Based on these pilot findings, investigators carried out a second study involving 222 elderly subjects, 113 of whom were randomized to the same probiotic product and 109 to serve as controls. Antibody levels to all three influenza strains were again significantly higher in both groups following vaccination. However, antibody titres for all three strains were also higher in the probiotic group compared to the control group and remained higher up to nine weeks after vaccination, corresponding to the study product consumption period.

“Results from the two clinical studies... suggest that regular consumption of [a probiotic drink] may aid the immune response to influenza vaccination in the elderly,” investigators concluded. “Given that the elderly population eligible to receive such vaccination is large, and taking into consideration the reduced response rates to vaccination observed in this population, consumption of [a probiotic drink] could provide a significant public health benefit by increasing the number of individuals responding to the vaccine.”

Opinion leader supports HPV vaccination in males

Shafran SD. The HPV vaccine in men. Can J Diagn 2009; 26(9):89-91.

In the opinion of infectious disease specialist Dr. Stephen Shafran, Professor of Medicine, University of Alberta, Edmonton, immunizing only females against human papillomavirus (HPV) is inconsistent with the principles of vaccination for common diseases, as no other vaccine licensed in Canada is recommended for just one gender. According to Dr. Shafran, there are also no biological reasons to believe that vaccine efficacy differs by gender.

In his presentation at the University of Alberta’s Mountain Man (Men’s Health) Third Biennial Conference in June 2009, Dr. Shafran told delegates that studies among male university students indicate that rates of genital HPV infection are at least as high among men as they have been demonstrated to be among women (Partridge et al. J Infect Dis 2007;196(8):1128-36). “As in women, increasing numbers of lifetime sexual partners and smoking are risk factors for anogenital HPV infection in men,” he observed. A recent study from British Columbia found that the incidence of genital warts was slightly higher among men than among women, he added (Marra et al. Sex Transm Infect 2009;85(2):111-5). Many healthcare professionals are also unaware that 32% of all HPV-related cancers occur in men, mainly anal, penile, scrotal and oropharyngeal cancers.

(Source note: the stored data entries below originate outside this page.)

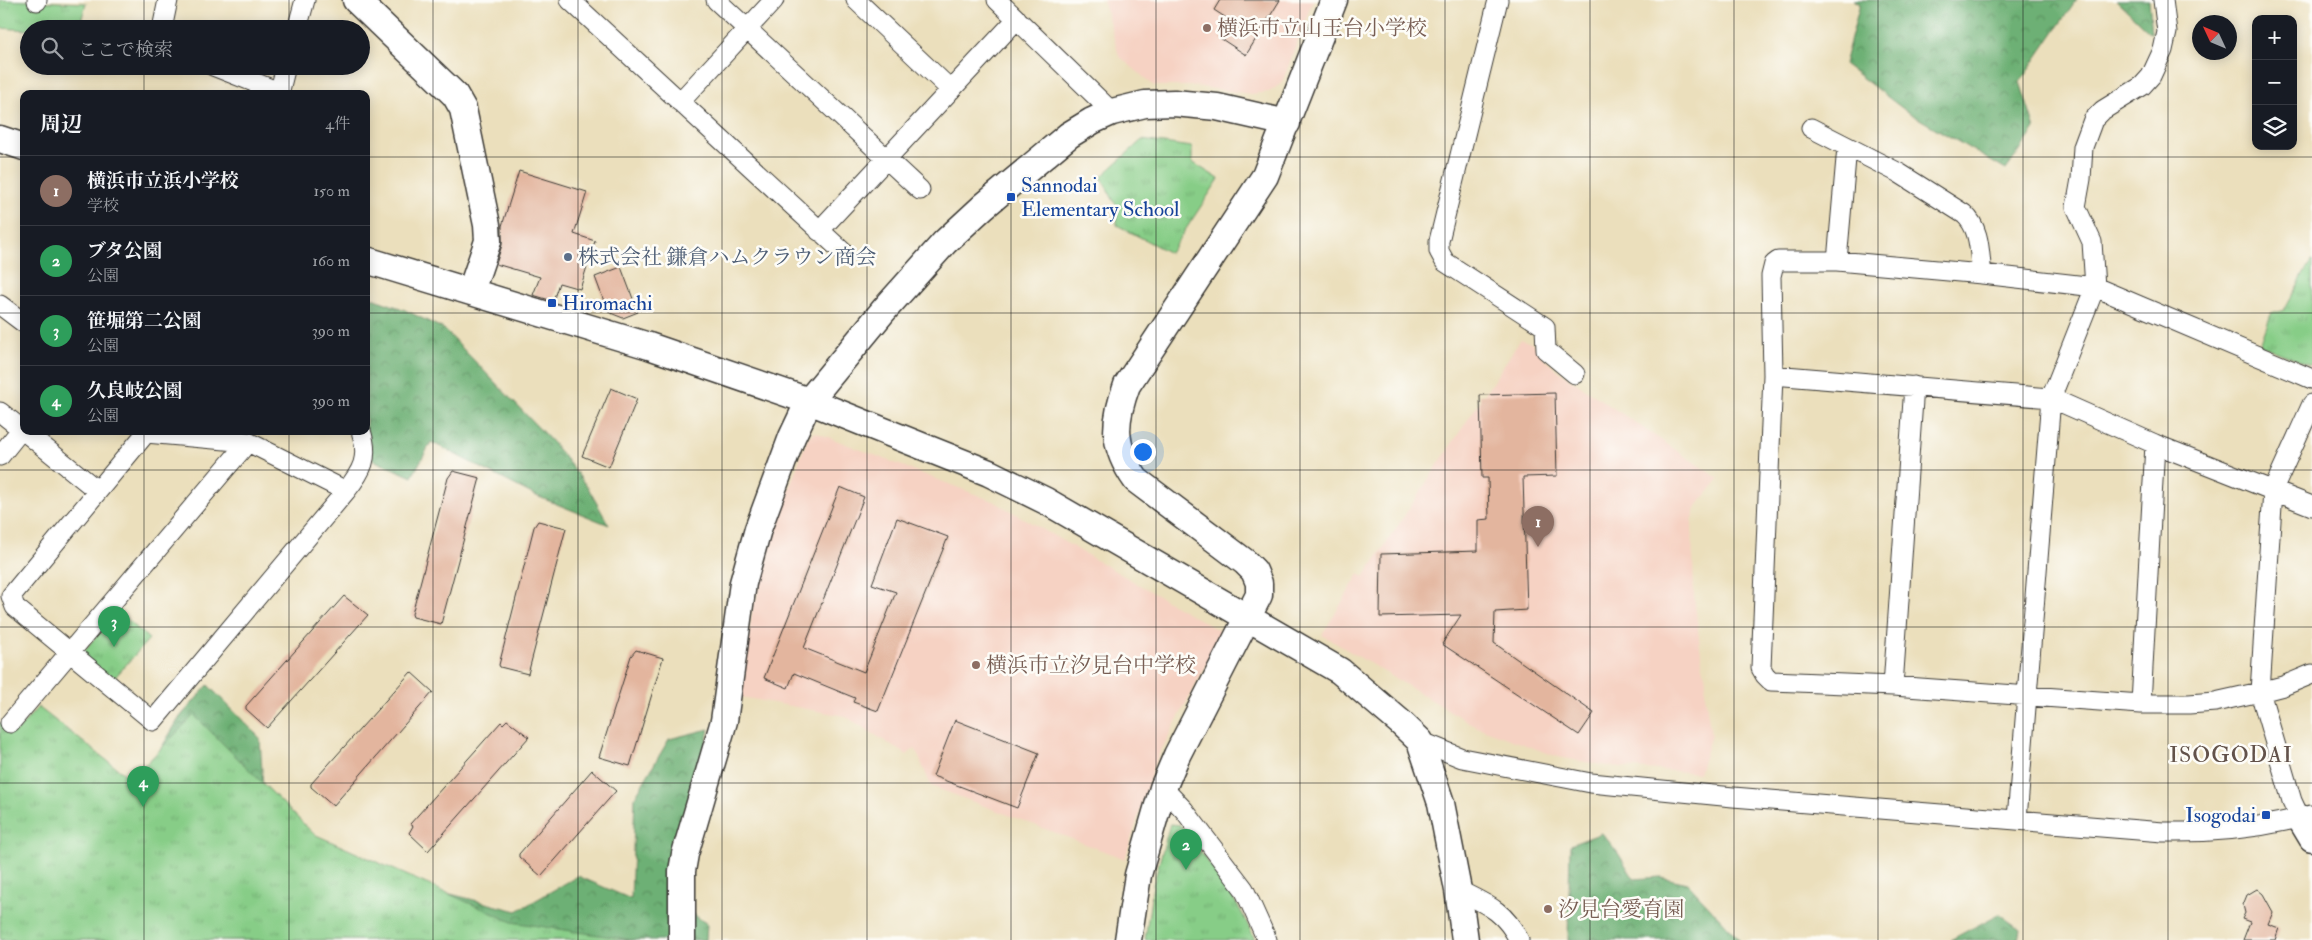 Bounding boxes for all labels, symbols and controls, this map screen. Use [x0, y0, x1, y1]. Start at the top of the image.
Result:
place label: 横浜市立山王台小学校 [1217, 15, 1427, 42]
north arrow [2192, 15, 2237, 60]
map controls [2252, 15, 2297, 150]
button: + [2252, 15, 2297, 60]
search box [20, 20, 370, 75]
marker: 横浜市立山王台小学校 [1201, 22, 1213, 34]
icon: search [38, 34, 66, 62]
text: ここで検索 [78, 38, 173, 62]
button: − [2252, 60, 2297, 105]
button: layers [2252, 105, 2297, 150]
text: 周辺 [40, 111, 82, 138]
text: 4件 [325, 114, 350, 134]
text: 横浜市立浜小学校 [87, 169, 239, 193]
place label: Sannodai Elementary School [1021, 172, 1180, 223]
text: 1 [53, 181, 59, 201]
text: 150 m [313, 181, 350, 201]
marker: Sannodai Elementary School [1005, 191, 1017, 203]
text: 学校 [87, 196, 119, 216]
text: ブタ公園 [87, 239, 162, 263]
place label: 株式会社 鎌倉ハムクラウン商会 [578, 244, 876, 271]
text: 2 [52, 251, 60, 271]
text: 160 m [312, 251, 350, 271]
marker: 株式会社 鎌倉ハムクラウン商会 [562, 251, 574, 263]
text: 公園 [87, 266, 119, 286]
place label: Hiromachi [562, 290, 653, 317]
marker: Hiromachi [546, 297, 558, 309]
text: 笹堀第二公園 [87, 309, 201, 333]
text: 3 [53, 321, 59, 341]
text: 390 m [312, 321, 350, 341]
text: 公園 [87, 336, 119, 356]
text: 久良岐公園 [87, 379, 182, 403]
text: 4 [52, 391, 60, 411]
text: 390 m [312, 391, 350, 411]
text: 公園 [87, 406, 119, 426]
your location [1130, 439, 1156, 465]
pin: 1 [1522, 506, 1554, 547]
pin: 3 [98, 606, 130, 647]
place label: 横浜市立汐見台中学校 [986, 652, 1196, 679]
marker: 横浜市立汐見台中学校 [970, 659, 982, 671]
district label: ISOGODAI [2169, 741, 2293, 769]
pin: 4 [127, 766, 159, 807]
place label: Isogodai [2185, 802, 2256, 829]
marker: Isogodai [2260, 809, 2272, 821]
pin: 2 [1170, 829, 1202, 870]
place label: 汐見台愛育園 [1558, 896, 1684, 923]
marker: 汐見台愛育園 [1542, 903, 1554, 915]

Investigators reported that in a cohort of 10- to 15-year-old males who received the quadrivalent vaccine, anti-HPV titres against the four vaccine types were at least as high as they were in 10- to 15-year-old females as well as females between 16 to 23 years of age who received the same vaccine (Block et al. Pediatrics 2006;118(5):2135-45). Another cohort involving over 4000 men between the ages of 16 and 26 years also showed seroconversion rates of 98.9%, 99.2%, 98.8% and 97.4% following three doses of the HPV quadrivalent vaccine to HPV 6, 11, 16 and 18, respectively. In the same cohort of patients, vaccine efficacy against any HPV 6/11/16/18-related external genital lesions was 90.4% and 85.6% against persistent infection.

As Dr. Shafran pointed out, HPV is the most prevalent of all sexually-transmitted infections (STIs), affecting over 50% of men and women. Limiting the number of sexual partners and consistent condom use helps prevent STIs but they are not fully effective against HPV infection because of the “exceedingly high” prevalence of anogenital HPV infection.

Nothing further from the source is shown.